Traffic sensing, magnetometer, nRF24L01, MIFA antenna, Received Signal Strength Indicator (RSSI)

Abstract

A traffic sensing and monitoring system based on a magnetometer is proposed to work with Arduino pro-mini and nRF24L01 to mitigate traffic congestion problems. As vehicles pass through the magnetometer buried underground, the microcontroller processes the magnetic field changes and transmits them by the nRF24L01 transceiver for data analysis. A MIFA antenna resonating at 2.4 GHz is incorporated in the transceiver module for transmission purposes. The performance of this antenna is simulated by using COMSOL commercial software.
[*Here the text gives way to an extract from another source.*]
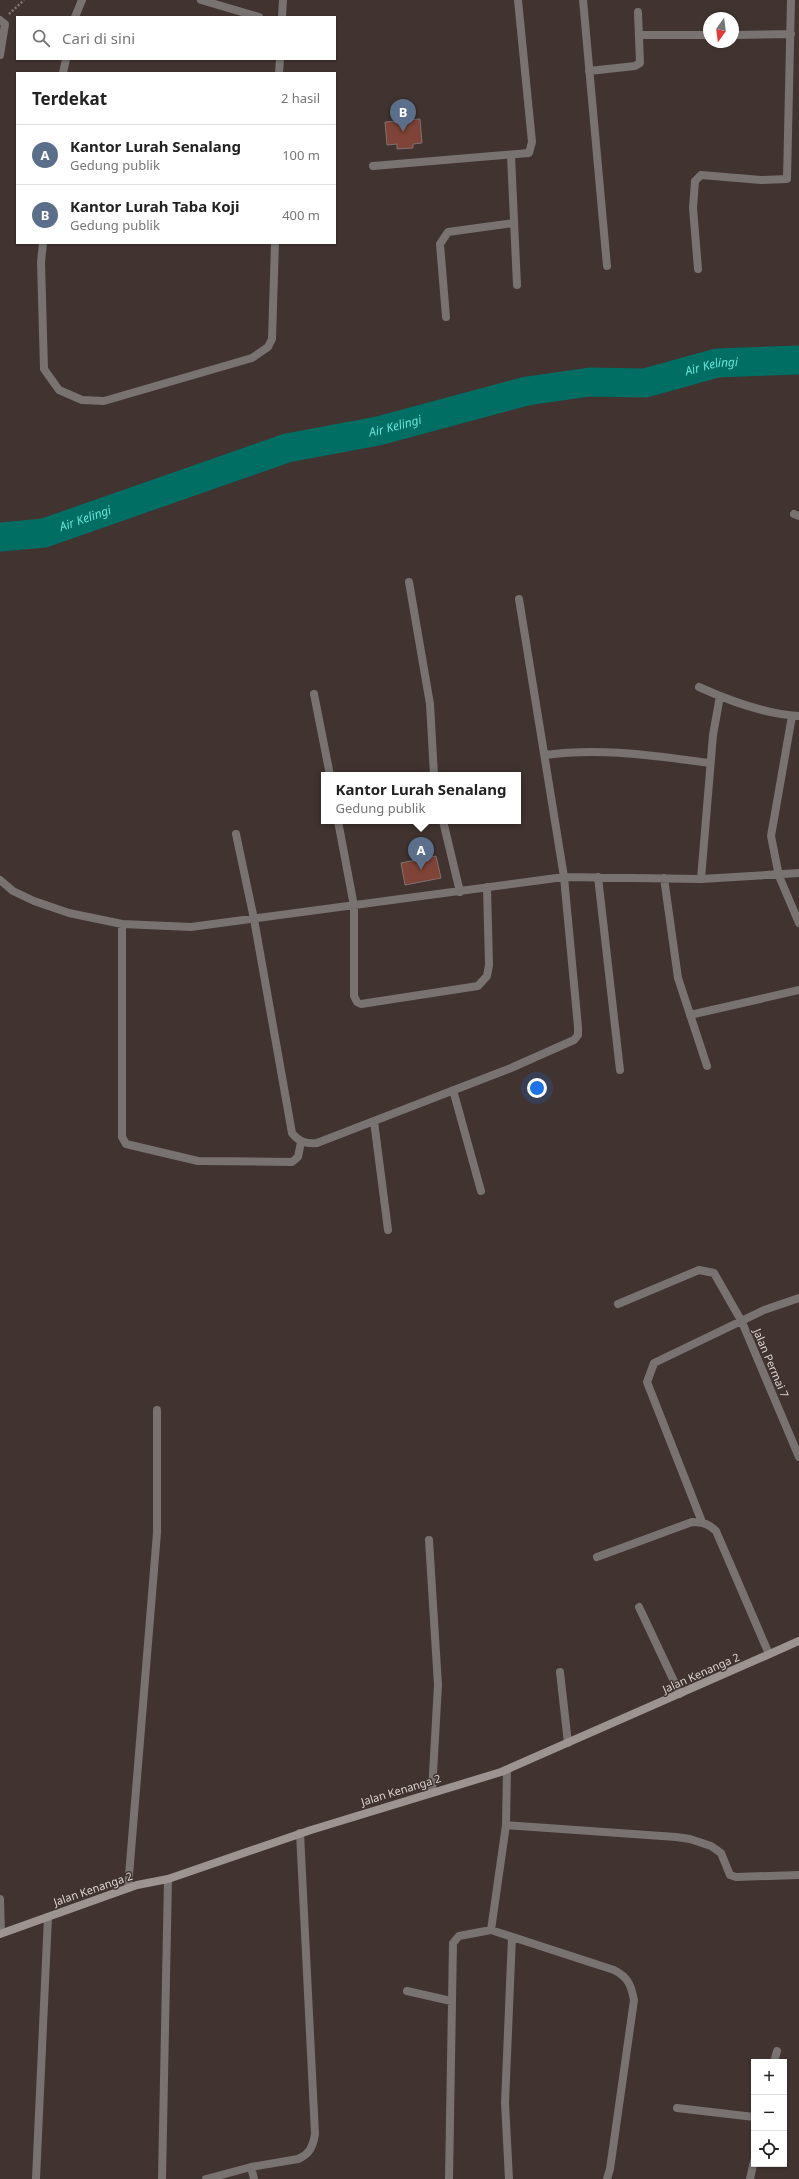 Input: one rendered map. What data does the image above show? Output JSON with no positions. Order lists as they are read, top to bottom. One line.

Approximate 7 dB of return loss enhancement is found when taper design is applied to the antenna.  Since the antenna is designed to radiate at 2.4 GHz, its antenna gain is the highest (1.22 dBi) in this frequency too. The simulated 3D and 2D gain patterns have shown that this antenna is radiating omnidirectional, suitable for transmitting signals in all directions. This is further validated by the Received Signal Strength Indicator (RSSI) measurement, which indicates a similar trend of signal strength for all locations at a distance below 40 m (-87 dBm). When the distances increase beyond 40 m, the RSSI at the direction closer to the traffic flow drops significantly compared to the other directions where 30 dBm of variation is detected at 100 m.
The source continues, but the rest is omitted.